(TASK DIRECTIONS): Quote word for word the lines below, beginning with the first and ending with the one that has "--surface:#141713; --page:#212421; --text:#f1f3f6;". Drop the pictures.

==== MATERIAL PROVIDED

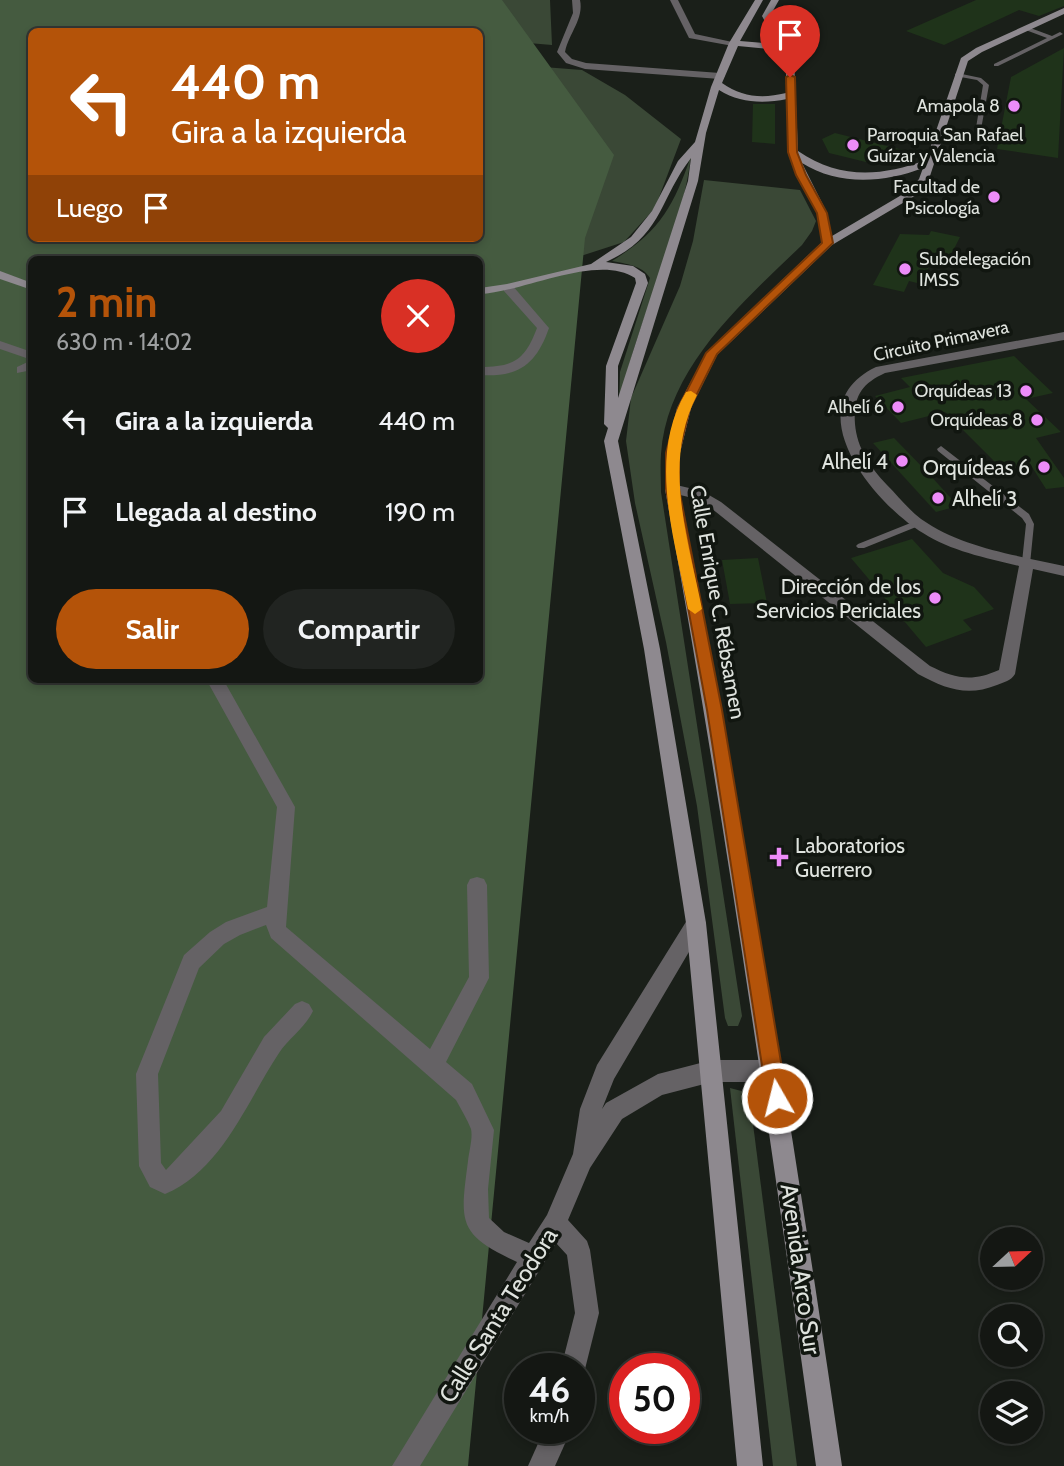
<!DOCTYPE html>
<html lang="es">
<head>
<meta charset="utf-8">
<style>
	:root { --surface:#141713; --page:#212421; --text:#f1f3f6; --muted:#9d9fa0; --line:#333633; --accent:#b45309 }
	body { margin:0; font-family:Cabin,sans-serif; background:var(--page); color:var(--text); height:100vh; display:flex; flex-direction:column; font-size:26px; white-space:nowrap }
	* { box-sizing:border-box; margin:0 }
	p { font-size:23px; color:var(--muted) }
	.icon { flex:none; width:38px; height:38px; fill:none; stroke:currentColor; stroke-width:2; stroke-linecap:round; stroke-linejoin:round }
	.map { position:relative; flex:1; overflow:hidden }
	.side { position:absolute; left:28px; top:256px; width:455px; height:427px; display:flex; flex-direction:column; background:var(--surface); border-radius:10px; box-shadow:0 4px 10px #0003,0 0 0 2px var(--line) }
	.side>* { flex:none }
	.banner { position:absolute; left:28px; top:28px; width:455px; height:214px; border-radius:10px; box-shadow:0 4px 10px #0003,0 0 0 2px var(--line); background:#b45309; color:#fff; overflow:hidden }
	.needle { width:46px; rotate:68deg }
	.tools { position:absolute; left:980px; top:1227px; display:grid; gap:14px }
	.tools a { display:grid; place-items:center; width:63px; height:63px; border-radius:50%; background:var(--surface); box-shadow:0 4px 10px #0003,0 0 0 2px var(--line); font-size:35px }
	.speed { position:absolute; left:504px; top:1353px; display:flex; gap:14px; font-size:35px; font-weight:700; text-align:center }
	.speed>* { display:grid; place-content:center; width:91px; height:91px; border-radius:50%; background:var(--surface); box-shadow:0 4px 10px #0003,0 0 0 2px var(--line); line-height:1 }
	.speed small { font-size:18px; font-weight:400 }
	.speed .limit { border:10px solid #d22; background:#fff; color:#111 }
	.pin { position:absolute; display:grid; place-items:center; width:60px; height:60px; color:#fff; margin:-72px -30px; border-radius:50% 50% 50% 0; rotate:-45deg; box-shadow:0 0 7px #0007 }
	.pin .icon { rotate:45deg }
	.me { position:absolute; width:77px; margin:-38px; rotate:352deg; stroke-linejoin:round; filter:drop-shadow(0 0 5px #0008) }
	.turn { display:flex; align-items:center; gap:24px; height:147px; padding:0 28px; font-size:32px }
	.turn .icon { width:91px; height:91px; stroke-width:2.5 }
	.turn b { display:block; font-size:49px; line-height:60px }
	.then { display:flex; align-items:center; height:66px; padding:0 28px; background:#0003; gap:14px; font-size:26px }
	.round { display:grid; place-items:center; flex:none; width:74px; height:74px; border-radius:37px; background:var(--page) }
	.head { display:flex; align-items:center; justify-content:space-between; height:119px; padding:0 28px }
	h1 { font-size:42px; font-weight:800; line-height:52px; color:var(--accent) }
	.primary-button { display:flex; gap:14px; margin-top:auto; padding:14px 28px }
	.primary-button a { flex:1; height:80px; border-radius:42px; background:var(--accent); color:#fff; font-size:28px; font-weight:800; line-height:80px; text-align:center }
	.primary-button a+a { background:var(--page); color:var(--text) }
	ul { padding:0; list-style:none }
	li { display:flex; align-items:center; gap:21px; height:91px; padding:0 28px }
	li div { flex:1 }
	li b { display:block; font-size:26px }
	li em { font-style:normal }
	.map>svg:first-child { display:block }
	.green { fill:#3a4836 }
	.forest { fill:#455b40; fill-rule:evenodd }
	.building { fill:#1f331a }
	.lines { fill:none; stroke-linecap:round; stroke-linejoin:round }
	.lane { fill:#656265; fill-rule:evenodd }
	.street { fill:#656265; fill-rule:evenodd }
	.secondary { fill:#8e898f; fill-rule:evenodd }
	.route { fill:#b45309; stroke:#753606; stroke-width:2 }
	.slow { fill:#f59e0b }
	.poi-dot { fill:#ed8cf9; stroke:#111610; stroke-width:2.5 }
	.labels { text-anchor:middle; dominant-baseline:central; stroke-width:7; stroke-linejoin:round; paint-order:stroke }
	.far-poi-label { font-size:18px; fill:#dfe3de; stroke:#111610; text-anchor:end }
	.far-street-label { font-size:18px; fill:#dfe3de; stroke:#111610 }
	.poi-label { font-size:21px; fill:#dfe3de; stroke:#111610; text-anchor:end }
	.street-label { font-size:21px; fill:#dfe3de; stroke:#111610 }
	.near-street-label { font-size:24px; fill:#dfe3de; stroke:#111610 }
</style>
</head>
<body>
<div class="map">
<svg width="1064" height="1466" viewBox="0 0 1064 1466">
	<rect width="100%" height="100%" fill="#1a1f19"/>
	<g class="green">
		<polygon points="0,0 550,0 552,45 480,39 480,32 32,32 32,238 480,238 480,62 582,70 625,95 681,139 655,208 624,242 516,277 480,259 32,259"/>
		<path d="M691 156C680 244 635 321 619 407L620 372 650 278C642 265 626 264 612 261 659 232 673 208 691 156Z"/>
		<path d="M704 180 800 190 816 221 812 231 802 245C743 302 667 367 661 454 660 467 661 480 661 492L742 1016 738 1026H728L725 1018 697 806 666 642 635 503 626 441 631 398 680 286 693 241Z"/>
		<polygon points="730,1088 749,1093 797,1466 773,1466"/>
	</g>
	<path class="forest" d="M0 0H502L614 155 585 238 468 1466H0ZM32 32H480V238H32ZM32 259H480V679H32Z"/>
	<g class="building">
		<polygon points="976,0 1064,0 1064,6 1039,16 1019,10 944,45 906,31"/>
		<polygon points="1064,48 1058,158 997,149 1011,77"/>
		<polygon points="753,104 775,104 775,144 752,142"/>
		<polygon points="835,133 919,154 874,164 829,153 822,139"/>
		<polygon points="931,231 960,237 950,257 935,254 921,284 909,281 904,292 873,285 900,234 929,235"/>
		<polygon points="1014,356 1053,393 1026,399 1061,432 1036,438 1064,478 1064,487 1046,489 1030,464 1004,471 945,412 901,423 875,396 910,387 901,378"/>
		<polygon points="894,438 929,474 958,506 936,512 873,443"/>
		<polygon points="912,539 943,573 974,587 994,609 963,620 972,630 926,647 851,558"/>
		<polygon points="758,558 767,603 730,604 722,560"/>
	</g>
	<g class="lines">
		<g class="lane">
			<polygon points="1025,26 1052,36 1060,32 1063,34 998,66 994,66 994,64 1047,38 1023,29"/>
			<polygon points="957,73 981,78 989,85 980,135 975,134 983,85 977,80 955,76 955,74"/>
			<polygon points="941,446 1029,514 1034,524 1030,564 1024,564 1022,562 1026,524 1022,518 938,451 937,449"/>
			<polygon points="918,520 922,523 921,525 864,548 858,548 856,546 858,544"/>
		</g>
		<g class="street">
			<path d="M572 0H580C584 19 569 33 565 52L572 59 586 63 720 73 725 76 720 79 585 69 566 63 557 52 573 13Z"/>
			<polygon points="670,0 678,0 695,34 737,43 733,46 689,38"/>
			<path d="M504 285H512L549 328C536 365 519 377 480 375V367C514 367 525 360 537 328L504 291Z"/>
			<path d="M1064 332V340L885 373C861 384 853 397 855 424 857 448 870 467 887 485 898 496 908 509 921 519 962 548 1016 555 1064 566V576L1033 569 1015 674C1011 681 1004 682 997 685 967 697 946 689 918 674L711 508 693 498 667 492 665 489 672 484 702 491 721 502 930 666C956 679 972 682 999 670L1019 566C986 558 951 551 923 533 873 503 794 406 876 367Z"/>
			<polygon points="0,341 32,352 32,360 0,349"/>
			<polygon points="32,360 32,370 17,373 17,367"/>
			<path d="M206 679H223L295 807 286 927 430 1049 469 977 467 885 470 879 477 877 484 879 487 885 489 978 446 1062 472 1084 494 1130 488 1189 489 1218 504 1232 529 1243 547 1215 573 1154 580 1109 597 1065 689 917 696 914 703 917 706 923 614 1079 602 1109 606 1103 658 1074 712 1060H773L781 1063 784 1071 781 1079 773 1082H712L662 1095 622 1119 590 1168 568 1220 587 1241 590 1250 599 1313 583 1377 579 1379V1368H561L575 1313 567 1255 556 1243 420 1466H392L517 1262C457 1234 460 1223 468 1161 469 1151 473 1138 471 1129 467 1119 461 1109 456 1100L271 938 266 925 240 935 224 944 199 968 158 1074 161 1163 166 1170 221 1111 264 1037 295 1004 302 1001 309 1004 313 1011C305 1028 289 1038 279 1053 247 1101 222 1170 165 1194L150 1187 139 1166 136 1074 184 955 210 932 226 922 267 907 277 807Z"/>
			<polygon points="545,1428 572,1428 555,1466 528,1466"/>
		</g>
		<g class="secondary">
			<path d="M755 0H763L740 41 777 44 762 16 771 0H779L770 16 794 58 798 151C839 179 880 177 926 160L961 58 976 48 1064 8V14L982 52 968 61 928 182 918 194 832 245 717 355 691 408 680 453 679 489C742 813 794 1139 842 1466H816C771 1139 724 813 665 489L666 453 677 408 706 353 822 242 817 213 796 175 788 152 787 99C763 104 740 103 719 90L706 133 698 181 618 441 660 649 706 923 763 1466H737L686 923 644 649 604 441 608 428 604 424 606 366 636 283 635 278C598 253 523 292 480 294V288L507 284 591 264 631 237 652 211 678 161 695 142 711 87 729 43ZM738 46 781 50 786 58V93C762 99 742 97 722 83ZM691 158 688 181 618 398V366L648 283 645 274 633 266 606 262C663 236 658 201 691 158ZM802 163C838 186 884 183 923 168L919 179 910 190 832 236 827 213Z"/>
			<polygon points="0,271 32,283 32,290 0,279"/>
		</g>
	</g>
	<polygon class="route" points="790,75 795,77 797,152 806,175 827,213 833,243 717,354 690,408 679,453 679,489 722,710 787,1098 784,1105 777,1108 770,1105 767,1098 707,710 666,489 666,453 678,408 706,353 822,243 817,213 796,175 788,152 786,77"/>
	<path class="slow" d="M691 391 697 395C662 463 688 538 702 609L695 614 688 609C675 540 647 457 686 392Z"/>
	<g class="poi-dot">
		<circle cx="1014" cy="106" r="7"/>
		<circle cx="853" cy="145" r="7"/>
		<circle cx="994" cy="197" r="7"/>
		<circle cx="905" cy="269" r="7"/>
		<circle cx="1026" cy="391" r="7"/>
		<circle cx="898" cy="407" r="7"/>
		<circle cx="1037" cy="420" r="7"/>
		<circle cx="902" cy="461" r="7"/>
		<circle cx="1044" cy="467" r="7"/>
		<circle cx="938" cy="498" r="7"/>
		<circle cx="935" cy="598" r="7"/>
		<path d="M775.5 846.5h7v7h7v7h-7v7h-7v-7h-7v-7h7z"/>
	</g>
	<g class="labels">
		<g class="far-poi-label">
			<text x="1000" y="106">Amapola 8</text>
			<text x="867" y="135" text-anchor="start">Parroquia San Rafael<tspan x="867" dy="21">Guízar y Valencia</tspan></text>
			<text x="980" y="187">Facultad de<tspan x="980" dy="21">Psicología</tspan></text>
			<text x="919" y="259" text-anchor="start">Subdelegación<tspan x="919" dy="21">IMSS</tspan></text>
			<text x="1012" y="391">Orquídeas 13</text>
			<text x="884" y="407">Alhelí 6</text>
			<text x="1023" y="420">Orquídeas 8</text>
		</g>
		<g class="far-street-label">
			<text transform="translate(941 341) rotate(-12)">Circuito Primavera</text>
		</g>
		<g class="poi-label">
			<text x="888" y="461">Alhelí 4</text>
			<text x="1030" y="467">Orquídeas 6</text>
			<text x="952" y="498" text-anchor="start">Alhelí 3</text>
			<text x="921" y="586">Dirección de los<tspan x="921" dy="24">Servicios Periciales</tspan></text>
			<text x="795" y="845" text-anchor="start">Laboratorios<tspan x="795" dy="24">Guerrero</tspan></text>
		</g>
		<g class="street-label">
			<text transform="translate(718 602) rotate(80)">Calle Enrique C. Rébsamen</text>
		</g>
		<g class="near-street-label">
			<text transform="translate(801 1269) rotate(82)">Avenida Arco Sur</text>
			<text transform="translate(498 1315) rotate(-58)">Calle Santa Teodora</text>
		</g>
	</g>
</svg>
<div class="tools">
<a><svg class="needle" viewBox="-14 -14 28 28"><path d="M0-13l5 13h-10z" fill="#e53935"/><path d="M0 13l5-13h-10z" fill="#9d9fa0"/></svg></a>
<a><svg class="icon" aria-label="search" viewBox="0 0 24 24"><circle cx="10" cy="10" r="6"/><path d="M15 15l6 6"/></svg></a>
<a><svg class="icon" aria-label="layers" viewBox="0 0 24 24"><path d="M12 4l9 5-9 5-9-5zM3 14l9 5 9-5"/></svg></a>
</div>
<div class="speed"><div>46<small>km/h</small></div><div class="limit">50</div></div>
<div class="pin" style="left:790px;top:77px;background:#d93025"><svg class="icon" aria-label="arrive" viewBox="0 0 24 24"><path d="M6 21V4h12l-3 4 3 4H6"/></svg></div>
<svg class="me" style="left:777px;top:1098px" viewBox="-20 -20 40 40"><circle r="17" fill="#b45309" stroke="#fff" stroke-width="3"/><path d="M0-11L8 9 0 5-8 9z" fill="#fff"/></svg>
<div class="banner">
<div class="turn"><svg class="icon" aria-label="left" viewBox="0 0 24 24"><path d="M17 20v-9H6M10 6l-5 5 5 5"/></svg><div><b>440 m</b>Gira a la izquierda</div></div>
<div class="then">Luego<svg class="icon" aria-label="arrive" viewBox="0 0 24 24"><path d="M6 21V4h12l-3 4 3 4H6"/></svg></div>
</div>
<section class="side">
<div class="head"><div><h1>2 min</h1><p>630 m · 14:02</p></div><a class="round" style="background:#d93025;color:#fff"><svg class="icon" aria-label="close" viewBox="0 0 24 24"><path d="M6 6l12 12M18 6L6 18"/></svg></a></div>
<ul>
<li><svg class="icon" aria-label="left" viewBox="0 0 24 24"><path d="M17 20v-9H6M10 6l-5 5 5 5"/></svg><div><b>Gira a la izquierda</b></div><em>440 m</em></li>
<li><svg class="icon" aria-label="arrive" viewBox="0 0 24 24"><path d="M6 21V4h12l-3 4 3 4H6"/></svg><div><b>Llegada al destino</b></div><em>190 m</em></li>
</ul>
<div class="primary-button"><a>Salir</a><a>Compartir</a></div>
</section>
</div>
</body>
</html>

========

(OUTPUT):
<!DOCTYPE html>
<html lang="es">
<head>
<meta charset="utf-8">
<style>
	:root { --surface:#141713; --page:#212421; --text:#f1f3f6; --muted:#9d9fa0; --line:#333633; --accent:#b45309 }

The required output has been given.